Вопреки ранее высказывавшимся предположениям, будто галицкий «Полигон» является неким аналогом центральноевропейских и, в частности, венгерских храмов-квадрифолиев и был возведен венгерскими зодчими,[2158] новейшие исследователи сближают его с памятниками храмовой архитектуры византийского круга и, прежде всего, с баптистерием кафедрального собора Херсонеса («Уваровской базилики»). Помимо композиционно-планировочных параллелей, существующих между названными памятниками, установлено, что расчетной мерой длины, применявшейся при разработке плана галицкого «Полигона», был византийский локоть, равный 48 см.[2159]
Двуглавый орел в инсигниях византийских сановников высших рангов. — Практика пожалования придворных титулов на рубеже XII–XIII вв. — Высшие придворные титулы правителей балканских стран и их отражение в памятниках искусства. — Браки с византийскими принцессами и придворные титулы русских князей
ак уже отмечалось, с конца XII в. двуглавых орлов стали помещать на своих одеждах высшие чиновники византийского императорского двора. В XIII–XIV вв. изображение орлов стало обязательным атрибутом парадного облачения византийских сановников высших рангов.

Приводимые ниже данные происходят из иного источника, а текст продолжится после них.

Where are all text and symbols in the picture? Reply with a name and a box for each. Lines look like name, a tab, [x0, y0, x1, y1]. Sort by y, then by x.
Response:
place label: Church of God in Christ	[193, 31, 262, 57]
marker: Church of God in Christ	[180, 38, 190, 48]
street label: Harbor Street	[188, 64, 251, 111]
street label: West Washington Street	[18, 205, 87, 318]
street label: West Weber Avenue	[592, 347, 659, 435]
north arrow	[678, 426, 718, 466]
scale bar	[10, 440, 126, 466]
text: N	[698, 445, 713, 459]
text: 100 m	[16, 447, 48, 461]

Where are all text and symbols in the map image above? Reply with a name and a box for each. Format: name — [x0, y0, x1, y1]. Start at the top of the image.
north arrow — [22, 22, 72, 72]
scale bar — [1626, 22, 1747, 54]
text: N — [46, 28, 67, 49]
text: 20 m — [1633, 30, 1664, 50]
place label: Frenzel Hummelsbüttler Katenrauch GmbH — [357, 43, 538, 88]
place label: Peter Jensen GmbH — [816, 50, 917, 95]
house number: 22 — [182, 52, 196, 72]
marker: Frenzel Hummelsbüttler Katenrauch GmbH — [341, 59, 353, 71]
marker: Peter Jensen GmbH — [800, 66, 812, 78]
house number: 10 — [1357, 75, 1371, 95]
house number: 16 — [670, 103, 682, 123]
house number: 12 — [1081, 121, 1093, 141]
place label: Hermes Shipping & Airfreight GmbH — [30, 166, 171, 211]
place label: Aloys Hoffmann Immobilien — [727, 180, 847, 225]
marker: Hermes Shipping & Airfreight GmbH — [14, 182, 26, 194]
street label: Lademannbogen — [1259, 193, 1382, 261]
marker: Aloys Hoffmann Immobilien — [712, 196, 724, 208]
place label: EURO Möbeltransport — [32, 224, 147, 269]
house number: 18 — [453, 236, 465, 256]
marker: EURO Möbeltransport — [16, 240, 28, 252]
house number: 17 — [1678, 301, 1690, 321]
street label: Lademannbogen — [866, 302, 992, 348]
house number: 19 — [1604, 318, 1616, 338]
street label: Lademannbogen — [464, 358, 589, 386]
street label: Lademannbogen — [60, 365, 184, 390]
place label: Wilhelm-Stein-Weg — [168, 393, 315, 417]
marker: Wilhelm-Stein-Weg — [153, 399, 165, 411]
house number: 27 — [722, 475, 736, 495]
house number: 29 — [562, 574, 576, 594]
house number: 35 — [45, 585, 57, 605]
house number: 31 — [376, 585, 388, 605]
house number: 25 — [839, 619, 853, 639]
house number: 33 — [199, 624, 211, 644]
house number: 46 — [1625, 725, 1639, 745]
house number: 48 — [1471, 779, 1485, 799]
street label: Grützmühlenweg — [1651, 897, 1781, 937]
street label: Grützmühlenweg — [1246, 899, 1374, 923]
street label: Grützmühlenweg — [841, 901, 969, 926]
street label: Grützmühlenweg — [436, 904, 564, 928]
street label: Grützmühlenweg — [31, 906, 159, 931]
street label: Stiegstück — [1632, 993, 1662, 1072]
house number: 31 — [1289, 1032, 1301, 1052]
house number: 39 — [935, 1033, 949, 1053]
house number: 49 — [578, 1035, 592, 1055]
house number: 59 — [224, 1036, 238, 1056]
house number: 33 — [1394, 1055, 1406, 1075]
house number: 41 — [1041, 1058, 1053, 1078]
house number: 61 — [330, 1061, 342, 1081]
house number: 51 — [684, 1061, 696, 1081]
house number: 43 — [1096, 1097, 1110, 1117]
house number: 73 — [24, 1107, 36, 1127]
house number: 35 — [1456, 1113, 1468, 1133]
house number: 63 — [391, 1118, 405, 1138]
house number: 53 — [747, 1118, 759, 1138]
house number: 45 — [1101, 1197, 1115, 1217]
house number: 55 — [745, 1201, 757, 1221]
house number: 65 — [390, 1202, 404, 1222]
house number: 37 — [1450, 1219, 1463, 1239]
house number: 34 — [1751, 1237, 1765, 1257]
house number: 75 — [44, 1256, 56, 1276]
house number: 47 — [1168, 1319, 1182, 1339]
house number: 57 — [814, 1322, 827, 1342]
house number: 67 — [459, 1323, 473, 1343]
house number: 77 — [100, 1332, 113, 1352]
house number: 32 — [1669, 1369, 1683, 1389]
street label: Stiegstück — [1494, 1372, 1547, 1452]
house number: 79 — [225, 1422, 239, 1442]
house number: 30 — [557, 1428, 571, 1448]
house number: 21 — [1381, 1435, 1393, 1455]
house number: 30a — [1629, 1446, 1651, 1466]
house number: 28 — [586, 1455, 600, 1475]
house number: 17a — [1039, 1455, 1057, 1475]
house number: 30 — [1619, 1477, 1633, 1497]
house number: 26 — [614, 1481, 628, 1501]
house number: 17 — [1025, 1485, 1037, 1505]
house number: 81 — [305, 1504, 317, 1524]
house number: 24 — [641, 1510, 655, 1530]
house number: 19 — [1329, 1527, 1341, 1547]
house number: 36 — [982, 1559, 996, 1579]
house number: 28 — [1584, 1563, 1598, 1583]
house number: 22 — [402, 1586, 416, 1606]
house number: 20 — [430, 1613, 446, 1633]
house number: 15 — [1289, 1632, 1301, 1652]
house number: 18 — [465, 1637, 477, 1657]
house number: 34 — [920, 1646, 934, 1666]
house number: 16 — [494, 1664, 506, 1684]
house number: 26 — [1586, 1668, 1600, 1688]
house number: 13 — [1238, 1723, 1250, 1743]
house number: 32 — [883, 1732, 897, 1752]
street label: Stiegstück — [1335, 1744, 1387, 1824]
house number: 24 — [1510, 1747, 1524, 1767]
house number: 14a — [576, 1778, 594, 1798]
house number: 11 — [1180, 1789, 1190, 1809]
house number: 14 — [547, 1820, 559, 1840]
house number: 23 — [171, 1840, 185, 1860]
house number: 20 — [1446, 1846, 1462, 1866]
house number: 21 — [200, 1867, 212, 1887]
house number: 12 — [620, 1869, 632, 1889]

Этот факт засвидетельствован различными источниками, главным из которых является трактат «О порядке титулов и должностей Двора и Церкви», приписываемый византийскому сановнику XV в., куропалату императорского дворца Георгию Кодину.[2160] В действительности это произведение было создано еще в середине XIV в. и принадлежало перу другого автора, именуемого в новейших исследованиях Псевдо-Кодином.[2161]
В своем трактате Псевдо-Кодин приводит обширный перечень важнейших чинов военной, гражданской и придворной службы, образующих иерархическую лестницу, состоящую из восьмидесяти ступеней; причем каждому из упомянутых им чинов соответствует определенный костюм и инсигнии.[2162] Список Псевдо-Кодина, очевидно, не является исчерпывающим и может быть дополнен перечнем Матвея Властаря, также составленным в XIV в. и описывающим иерархию из девяноста чинов.[2163]
Три высших ранга в византийской чиновной иерархии — деспота, севастократора и кесаря — не предусматривали исполнение определенных должностных обязанностей при дворе, кроме обязанностей командовать войсками. Это скорее были почетные титулы, пожалование которых предполагало близкое родство с императором, — обычно такими титулами жаловались его братья и сыновья, а также зятья.[2164]
Согласно Псевдо-Кодину, в качестве знаков отличия для лица в ранге деспота полагалось ношение желтых двуглавых орлов на пурпурно-белой обуви и конском седле, красных орлов — на белой попоне и походном шатре; для лиц в ранге севастократора — золотых орлов в красных кругах на голубой обуви, красных орлов на голубой попоне и красных орлов в голубых кругах на белом шатре.[2165]
Среди пожалований высшими имперскими титулами нередкими были случаи возведения в ранг деспота и севастократора правителей или наследников престола соседних с Византией государств, вступавших в браки с членами семьи императоров. Так, в 1163 г. император Мануил I пожаловал титул деспота наследнику венгерского престола Беле (будущему королю Беле III) в связи с его предполагавшейся женитьбой на царевне Марии, дочери императора от первого брака.[2166] В 1190 г. титул севастократора императором Исааком II был пожалован наследнику сербского престола Стефану Неманичу (будущему королю Стефану Первовенчанному) в связи с его женитьбой на племяннице императора Евдокии (младшей дочери будущего императора Алексея III).[2167] От этого брака, распавшегося в 1199 г., родилось шестеро детей, оставшихся в Сербии.[2168]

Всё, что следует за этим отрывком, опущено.